_Material for this task:_
----

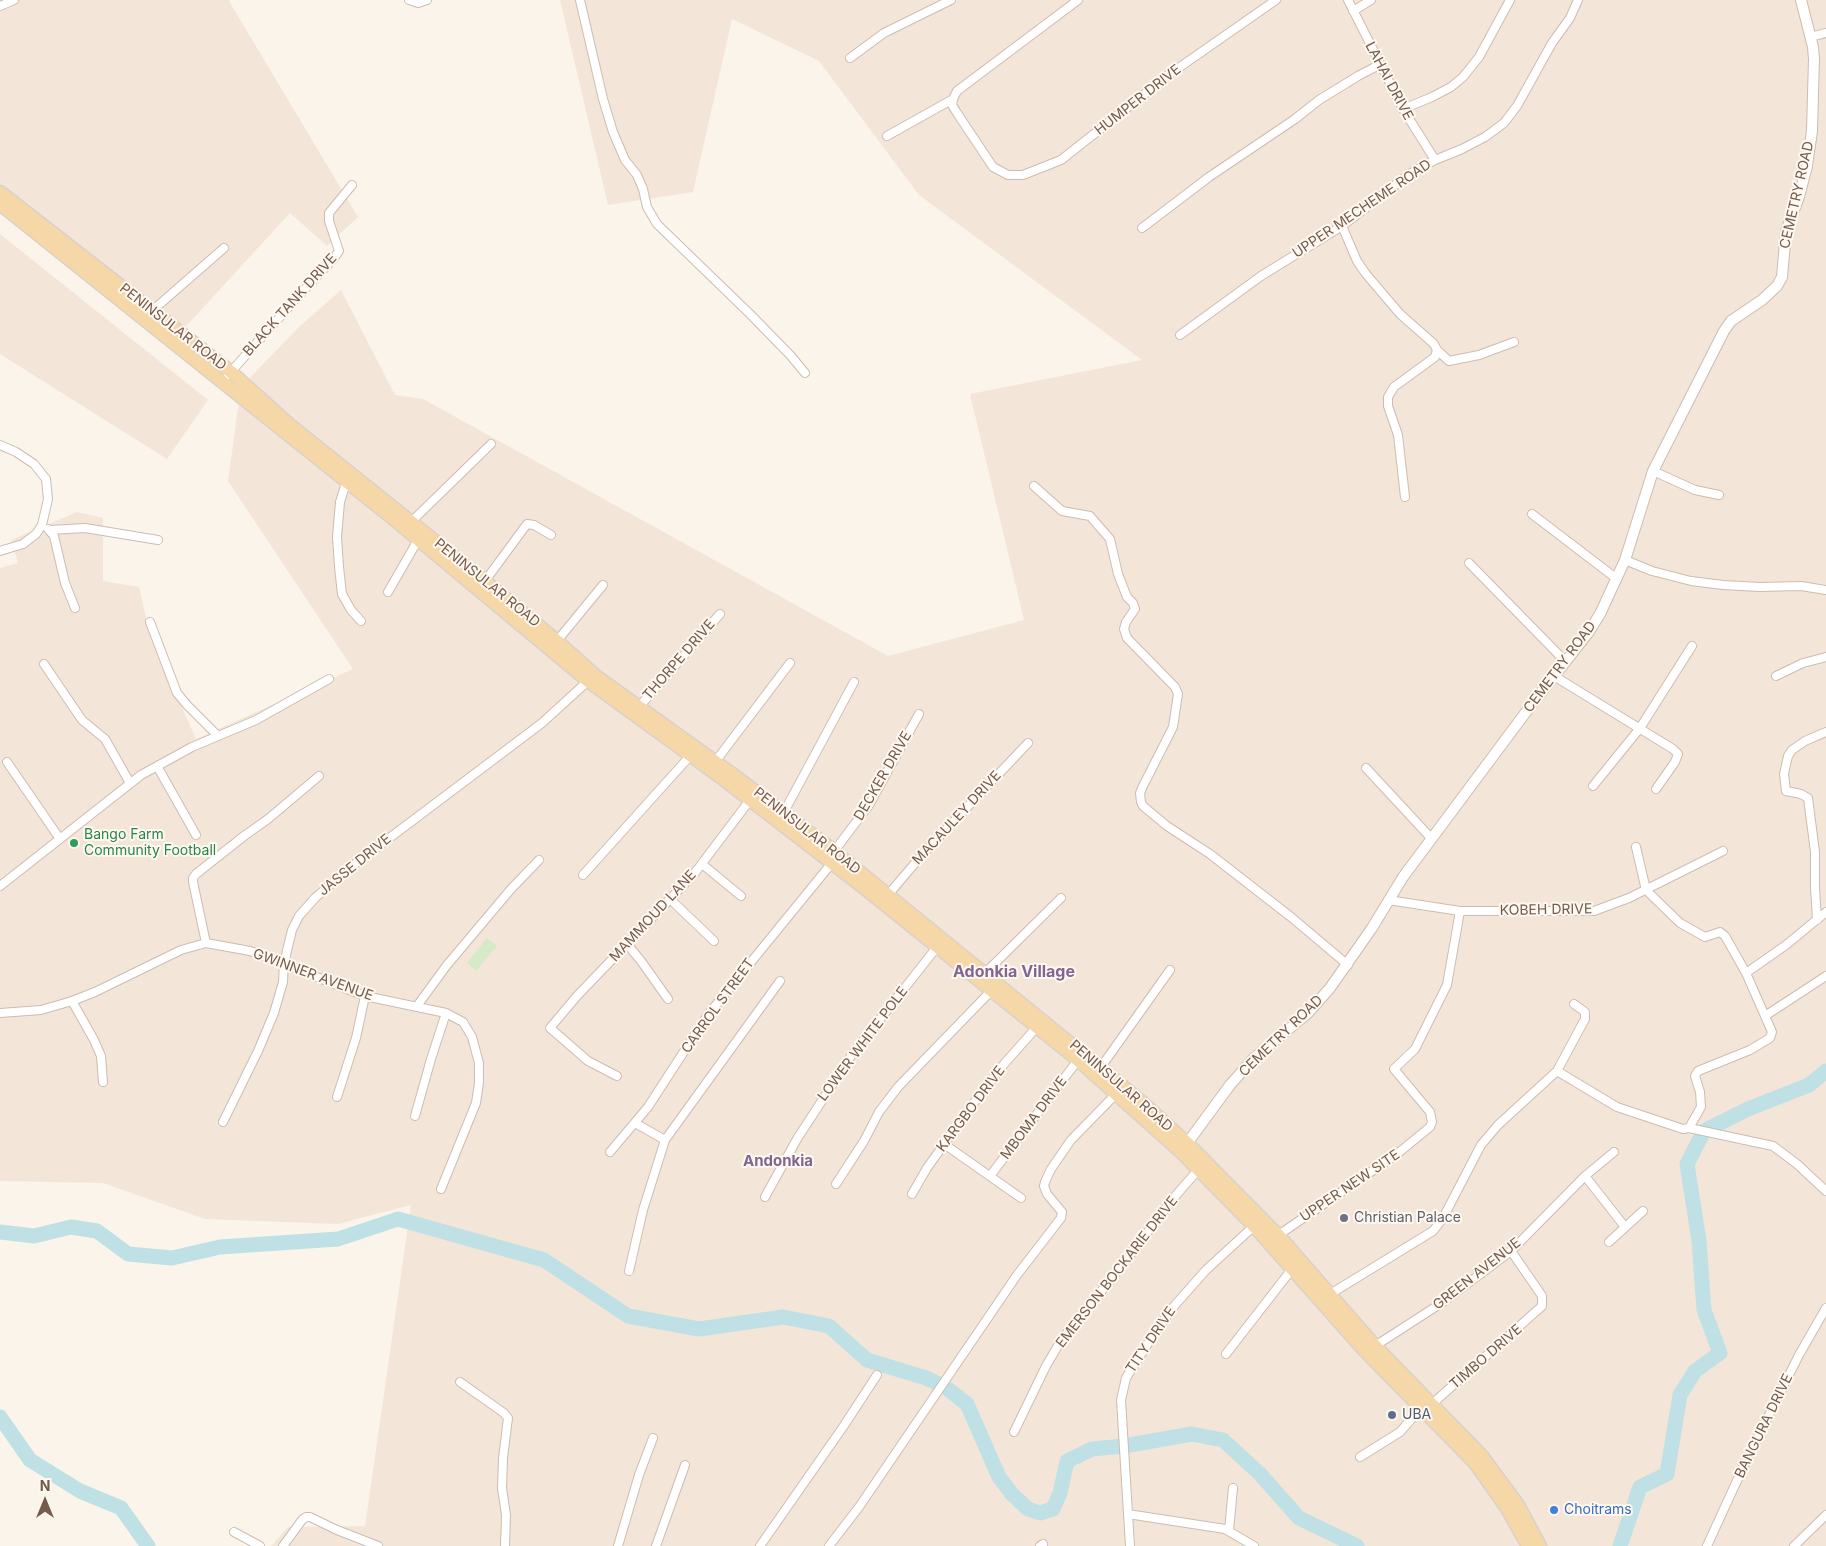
<!DOCTYPE html>
<style>
body{margin:0}
#map{position:relative;width:1826px;height:1546px;overflow:hidden;background:#fbf4ea;font-family:Inter,sans-serif}
canvas{display:block}
.north{position:absolute;left:20px;top:1476px;width:50px;height:50px;-webkit-text-stroke:4px #fef8f0;paint-order:stroke;rotate:0deg;font-size:14px;font-weight:700;line-height:20px;text-align:center;color:#755b4e}
.north::after{content:'';display:block;margin:auto;width:18px;height:22px;background:#755b4e;clip-path:polygon(50% 0,100% 100%,50% 72%,0 100%)}
</style>
<div id="map">
<canvas width="1826" height="1546"></canvas>
<div class="north">N</div>
</div>
<script>
const ctx = document.querySelector('canvas').getContext('2d');
ctx.lineJoin = 'round';
function fillPath(path, color) {
  ctx.fillStyle = color;
  ctx.fill(path, 'evenodd');
}
function toPath(rows) {
  const path = new Path2D();
  for (const r of rows) {
    path.moveTo(r[0], r[1]);
    for (let i = 2; i < r.length; i += 2) path.lineTo(r[i], r[i + 1]);
  }
  return path;
}
function trace(path, color, width, dash) {
  ctx.strokeStyle = color;
  ctx.lineWidth = width;
  ctx.lineCap = dash ? 'butt' : 'round';
  ctx.setLineDash(dash || []);
  ctx.stroke(path);
}
function label(font, color, halo, rows, align = 'center') {
  ctx.font = font + ' Inter,sans-serif';
  ctx.lineWidth = 4;
  ctx.setLineDash([]);
  ctx.textBaseline = 'middle';
  ctx.strokeStyle = halo;
  ctx.fillStyle = color;
  for (const [text, x, y, turn = 0] of rows) {
    ctx.save();
    ctx.translate(x, y);
    ctx.rotate((+turn || 0) * Math.PI / 180);
    ctx.textAlign = isNaN(turn) ? turn : align;
    if (halo) ctx.strokeText(text, 0, 0);
    ctx.fillText(text, 0, 0);
    ctx.restore();
  }
}
const residential = toPath([
 [0,0,230,0,229,1,358,217,327,246,290,213,178,335,0,198],
 [560,0,1826,0,1826,1546,271,1546,288,1527,365,1526,411,1205,338,1224,205,1219,103,1183,0,1181,0,568,18,563,11,540,77,512,103,518,103,581,139,587,151,639,196,739,353,669,228,481,241,387,299,327,341,290,395,395,423,399,888,656,1024,620,970,394,1142,360,919,195,819,61,732,19,693,192,608,205],
 [0,234,208,400,167,459,0,354]
]);
const green = toPath([
 [487,938,497,946,476,971,467,963]
]);
const river = toPath([
 [0,1232,34,1236,71,1227,97,1231,128,1254,172,1258,220,1247,338,1239,398,1219,544,1260,628,1316,699,1329,783,1317,829,1326,867,1360,926,1378,941,1385],
 [949,1390,967,1404,999,1477,1012,1494,1028,1509,1040,1513,1053,1509,1060,1493,1067,1461,1092,1449,1124,1446,1192,1434,1223,1440,1260,1474,1299,1518,1357,1546],
 [0,1417,30,1460,80,1491,121,1508,148,1546],
 [1620,1546,1640,1487,1667,1474,1680,1395,1695,1371,1720,1353,1704,1310,1699,1241,1687,1164,1704,1131,1748,1109,1809,1085,1826,1071]
]);
const minor = toPath([
 [409,0,418,3,427,0],
 [580,0,603,99,613,132,625,160,637,175,643,189,647,207,657,224,750,314,791,356,805,373],
 [1078,0,957,91,953,99,952,105,957,113,993,167,1008,175,1023,175,1061,160,1160,82,1167,76,1276,0],
 [1348,0,1403,109,1435,160],
 [0,6,14,0],
 [1353,11,1371,0],
 [1810,37,1826,33],
 [850,58,884,33,951,0],
 [1403,109,1432,97,1451,87,1463,77,1479,57,1510,0],
 [887,136,953,99],
 [1342,226,1357,261,1366,274,1400,314,1434,344,1437,350,1449,361,1479,355,1514,342],
 [1142,228,1209,177,1295,119,1319,100,1358,76,1379,65],
 [153,310,224,248],
 [1180,335,1261,276,1342,226,1411,173,1435,160,1462,149,1485,137,1504,123,1517,106,1552,43,1570,18,1578,0],
 [228,375,295,300,334,258,339,251,329,221,329,213,352,185],
 [0,445,16,452,34,464,46,479,48,499,42,525,36,534,23,544,0,551],
 [1653,471,1695,490,1719,495],
 [346,483,340,502,337,537,339,567,342,594,351,610,361,621],
 [1034,486,1062,511,1090,516,1110,539,1118,574,1127,597,1133,603,1135,609,1126,622,1124,629,1127,638,1175,687,1178,694,1173,727,1143,786,1140,793,1141,802,1143,806,1167,826,1210,854,1291,917,1348,965],
 [1405,497,1398,435,1388,406,1388,397,1394,387,1435,357,1437,350],
 [1532,514,1617,579],
 [411,522,491,444],
 [48,529,54,536,65,583,75,608],
 [50,530,85,528,158,540],
 [1625,560,1652,571,1691,581,1723,585,1760,587,1801,586,1826,590],
 [1469,563,1565,661],
 [485,581,527,524,534,525,551,535],
 [388,592,418,540],
 [150,622,177,693,187,705,218,736],
 [557,641,603,585],
 [44,664,82,720,105,739,130,783],
 [1554,676,1673,749,1678,754,1675,762,1656,789],
 [1776,676,1803,663,1826,657],
 [639,707,720,614],
 [7,762,60,839],
 [715,762,790,663],
 [157,766,196,835],
 [1366,768,1431,838],
 [1593,786,1640,728,1692,646],
 [784,812,854,682],
 [1636,847,1646,890],
 [832,854,869,805,919,714],
 [702,864,741,896],
 [583,875,690,756],
 [0,886,141,775,192,747,256,720,329,679],
 [888,895,921,856,1028,743],
 [670,899,714,941],
 [1388,900,1460,911,1594,911,1629,898,1723,851],
 [1817,920,1815,887,1815,852,1808,798,1801,794,1786,791,1784,774,1788,756,1792,750,1805,741,1826,732],
 [206,943,193,882,193,878,196,874,244,836,268,819,319,776],
 [627,944,641,961,668,999],
 [985,973,1061,898],
 [1746,973,1786,945,1826,912],
 [72,1001,94,1040,101,1056,103,1082],
 [417,1006,447,965,511,889,539,860],
 [0,1013,41,1010,72,1001,95,992,181,950,206,943,250,951,284,963,309,974,365,996,446,1013,463,1022,472,1037,479,1063,479,1083,476,1103,441,1189],
 [1765,1016,1826,976],
 [1101,1067,1170,970],
 [1557,1071,1617,1107,1683,1129,1689,1128,1701,1107,1700,1092,1695,1076,1698,1071,1750,1050,1770,1038,1772,1032,1746,973,1725,936,1720,932,1705,937,1680,923,1646,890],
 [617,1076,588,1061,550,1028,577,996,694,874,750,800],
 [337,1097,356,1038,365,996],
 [415,1116,431,1059,446,1013],
 [223,1122,258,1051,274,1013,283,982,284,963,292,930,299,916,315,898,347,870,542,723,588,681],
 [635,1123,665,1140],
 [1689,1128,1773,1146,1797,1164,1826,1191],
 [944,1144,1021,1198],
 [610,1152,648,1107,707,1016,831,864],
 [990,1176,1078,1060],
 [1585,1176,1625,1227],
 [836,1184,864,1141,879,1112,898,1087,992,990],
 [912,1194,927,1168,973,1104,1004,1064,1036,1028],
 [765,1197,797,1139,851,1056,937,947],
 [1277,1236,1397,1154,1430,1127,1432,1122,1430,1112,1394,1069,1415,1049,1447,985,1460,911],
 [1609,1242,1643,1211],
 [629,1271,643,1210,665,1140,780,981],
 [1327,1296,1433,1231,1443,1218,1481,1145,1498,1125,1557,1071,1585,1019,1585,1012,1574,1004],
 [1375,1346,1443,1302,1511,1251,1585,1176,1614,1152],
 [1226,1354,1292,1269],
 [460,1382,504,1413,508,1418,503,1458,502,1488,506,1515,505,1546],
 [1432,1404,1542,1306,1542,1296,1538,1290,1511,1251],
 [1014,1432,1046,1366,1062,1339,1112,1278,1177,1194,1198,1170],
 [1360,1457,1400,1432,1421,1408],
 [1128,1514,1225,1529,1254,1546],
 [1229,1530,1233,1488],
 [234,1532,260,1546],
 [283,1546,302,1520,306,1517,310,1517,337,1530,378,1546],
 [618,1546,639,1475,653,1438],
 [656,1546,685,1465],
 [760,1546,843,1427,877,1375],
 [829,1546,859,1507,1017,1275,1061,1218,1062,1212,1047,1194,1044,1186,1045,1182,1051,1169,1071,1140,1116,1094],
 [1040,1546,1043,1544],
 [1130,1546,1121,1400,1126,1378,1155,1332,1175,1305,1206,1270,1254,1226],
 [1707,1546,1746,1461,1799,1355,1826,1308],
 [1794,1546,1826,1515]
]);
const tertiary = toPath([
 [1183,1149,1230,1085,1254,1058,1308,1013,1330,988,1372,928,1403,877,1529,708,1588,633,1600,614,1625,560,1653,471,1724,331,1731,321,1762,300,1777,286,1782,277,1786,231,1799,197,1807,166,1812,131,1814,59,1813,47,1801,0]
]);
const primary = toPath([
 [0,192,231,372,290,425,485,581,557,641,596,676,731,773,834,851,1142,1102,1188,1144,1278,1235,1375,1346,1482,1456,1518,1505,1540,1546],
 [0,204,391,517,588,681,723,779,863,887,1078,1060,1116,1094,1181,1152,1254,1226,1364,1350,1475,1463,1508,1510,1528,1546]
]);
const markers = [
 [74,843,5,"#2e9e5b"],
 [1344,1218,5,"#6b7280"],
 [1392,1415,5,"#5c6f8a"],
 [1554,1510,5,"#3f7fe0"]
];
const streetNames = [
 ["LAHAI DRIVE",1389,81,62],
 ["HUMPER DRIVE",1138,100,-38],
 ["CEMETRY ROAD",1797,195,-77],
 ["UPPER MECHEME ROAD",1362,209,-34],
 ["BLACK TANK DRIVE",290,305,-48],
 ["PENINSULAR ROAD",173,327,38],
 ["PENINSULAR ROAD",487,583,39],
 ["THORPE DRIVE",679,660,-49],
 ["CEMETRY ROAD",1560,667,-53],
 ["DECKER DRIVE",883,776,-60],
 ["MACAULEY DRIVE",957,818,-47],
 ["PENINSULAR ROAD",807,831,38],
 ["JASSE DRIVE",355,865,-39],
 ["KOBEH DRIVE",1546,910,-1],
 ["MAMMOUD LANE",653,916,-47],
 ["GWINNER AVENUE",313,975,20],
 ["CARROL STREET",718,1006,-54],
 ["CEMETRY ROAD",1281,1036,-44],
 ["LOWER WHITE POLE",863,1044,-53],
 ["PENINSULAR ROAD",1121,1086,41],
 ["KARGBO DRIVE",971,1109,-53],
 ["MBOMA DRIVE",1034,1118,-53],
 ["UPPER NEW SITE",1350,1186,-34],
 ["EMERSON BOCKARIE DRIVE",1117,1272,-52],
 ["GREEN AVENUE",1477,1274,-38],
 ["TITY DRIVE",1151,1340,-56],
 ["TIMBO DRIVE",1486,1357,-41],
 ["BANGURA DRIVE",1764,1426,-64]
];
const leisureNames = [
 ["Bango Farm",84,835],
 ["Community Football",84,851]
];
const worshipNames = [
 ["Christian Palace",1354,1218]
];
const serviceNames = [
 ["UBA",1402,1415]
];
const shopNames = [
 ["Choitrams",1564,1510]
];
const neighbourhoodNames = [
 ["Andonkia",778,1161]
];
const quarterNames = [
 ["Adonkia Village",1014,972]
];
fillPath(residential, '#f3e6d8');
fillPath(green, '#d6e9c8');
trace(river, '#bfe0e5', 15);
trace(minor, '#cdbcb0', 10);
trace(tertiary, '#cdbcb0', 12);
trace(primary, '#d8d1cd', 15);
trace(minor, '#fff', 8);
trace(tertiary, '#fff', 10);
trace(primary, '#f6d7a7', 12);
for (const [x, y, r, color] of markers) {
  const dot = new Path2D();
  dot.arc(x, y, r, 0, 2 * Math.PI);
  ctx.fillStyle = color;
  ctx.fill(dot);
  trace(dot, '#fef8f0', 2);
}
label('14px', '#755b4e', '#fef8f0', streetNames);
label('14px', '#27864d', '#fef8f0', leisureNames, 'left');
label('14px', '#5b616d', '#fef8f0', worshipNames, 'left');
label('14px', '#4e5e75', '#fef8f0', serviceNames, 'left');
label('14px', '#366cbe', '#fef8f0', shopNames, 'left');
label('bold 15px', '#826691', '#fef8f0', neighbourhoodNames);
label('bold 16px', '#826691', '#fef8f0', quarterNames);
</script>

----

_Description of the task:_ Copy every line of the records above that holds the word "block".

_Answer section:_
canvas{display:block}
.north::after{content:'';display:block;margin:auto;width:18px;height:22px;background:#755b4e;clip-path:polygon(50% 0,100% 100%,50% 72%,0 100%)}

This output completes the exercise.